District Court of Appeal of Florida, Fourth District
Mar 29, 2000
756 So. 2d 169 (Fla. Dist. Ct. App. 2000)

Summary

refusing to review alleged jury instruction error where defendant raised question during preliminary, informal discussion but failed to object during formal charge conference or before jury retired to deliberate

Summary of this case from Wilson v. State

Opinion

No. 4D99-0216.

Opinion filed March 29, 2000.

Appeal from the Circuit Court for the Fifteenth Judicial Circuit, Palm Beach County; Harold J. Cohen, Judge; L.T. No. 98-1758CFA02.

Richard L. Jorandby, Public Defender, and Joseph R. Chloupek, Assistant Public Defender, West Palm Beach, for appellant.

Robert A. Butterworth, Attorney General, Tallahassee, and Sarah B. Mayer, Assistant Attorney General, West Palm Beach, for appellee.


Jean Junior Many appeals his conviction for attempted first degree murder and robbery with a firearm after trial by a jury which found him guilty as charged. He was sentenced to concurrent life sentences.

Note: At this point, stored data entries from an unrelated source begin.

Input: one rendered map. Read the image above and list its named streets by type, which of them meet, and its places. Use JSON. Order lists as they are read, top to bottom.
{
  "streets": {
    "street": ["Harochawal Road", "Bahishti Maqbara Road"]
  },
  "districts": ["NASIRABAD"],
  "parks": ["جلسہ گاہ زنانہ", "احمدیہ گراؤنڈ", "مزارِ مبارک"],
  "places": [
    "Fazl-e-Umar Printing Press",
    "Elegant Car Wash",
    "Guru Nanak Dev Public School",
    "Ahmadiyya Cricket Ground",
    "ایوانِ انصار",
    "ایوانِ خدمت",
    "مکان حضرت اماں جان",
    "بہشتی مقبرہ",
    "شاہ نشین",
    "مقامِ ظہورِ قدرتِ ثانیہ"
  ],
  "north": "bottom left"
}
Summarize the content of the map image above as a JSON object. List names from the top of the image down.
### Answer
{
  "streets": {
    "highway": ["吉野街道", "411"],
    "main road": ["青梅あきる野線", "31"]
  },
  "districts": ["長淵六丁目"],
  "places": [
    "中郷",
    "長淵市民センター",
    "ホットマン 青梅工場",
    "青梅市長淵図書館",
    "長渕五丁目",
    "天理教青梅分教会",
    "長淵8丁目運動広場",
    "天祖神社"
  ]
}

Many alleges that the trial court erred by failing to instruct the jury on attempted manslaughter as a lesser-included offense to attempted first degree murder. The record reveals that the question of an attempted manslaughter instruction was raised by defense counsel during a preliminary, informal discussion of jury instructions. Subsequently, a formal jury charge conference occurred. Defense counsel did not request an attempted manslaughter instruction at the charge conference. The trial court instructed the jury on the lesser included offenses of attempted second degree with a firearm and aggravated battery with a firearm. No instruction on attempted manslaughter was requested and none was given. When asked by the trial court whether there were any objections to the instructions as read, defense counsel answered "No." The alleged error was not preserved. See Fla. R. Crim. P. 3.390(d); Manka v. State, 720 So.2d 1109 (Fla. 4th DCA 1998).

Even had the alleged error been preserved, failure to give the attempted manslaughter instruction would have been harmless error.See State v. Abreau, 363 So.2d 1063 (Fla. 1978); Louttit v. State, 467 So.2d 756 (Fla. 3d DCA 1985).

AFFIRMED.

STEVENSON and GROSS, JJ., concur.


Summaries of

Many v. State

District Court of Appeal of Florida, Fourth District
Mar 29, 2000
756 So. 2d 169 (Fla. Dist. Ct. App. 2000)

refusing to review alleged jury instruction error where defendant raised question during preliminary, informal discussion but failed to object during formal charge conference or before jury retired to deliberate

Summary of this case from Wilson v. State
Case details for

Many v. State

Case Details

Full title:JEAN MANY, Appellant, v. STATE OF FLORIDA, Appellee

Court:District Court of Appeal of Florida, Fourth District

Date published: Mar 29, 2000

Citations

756 So. 2d 169 (Fla. Dist. Ct. App. 2000)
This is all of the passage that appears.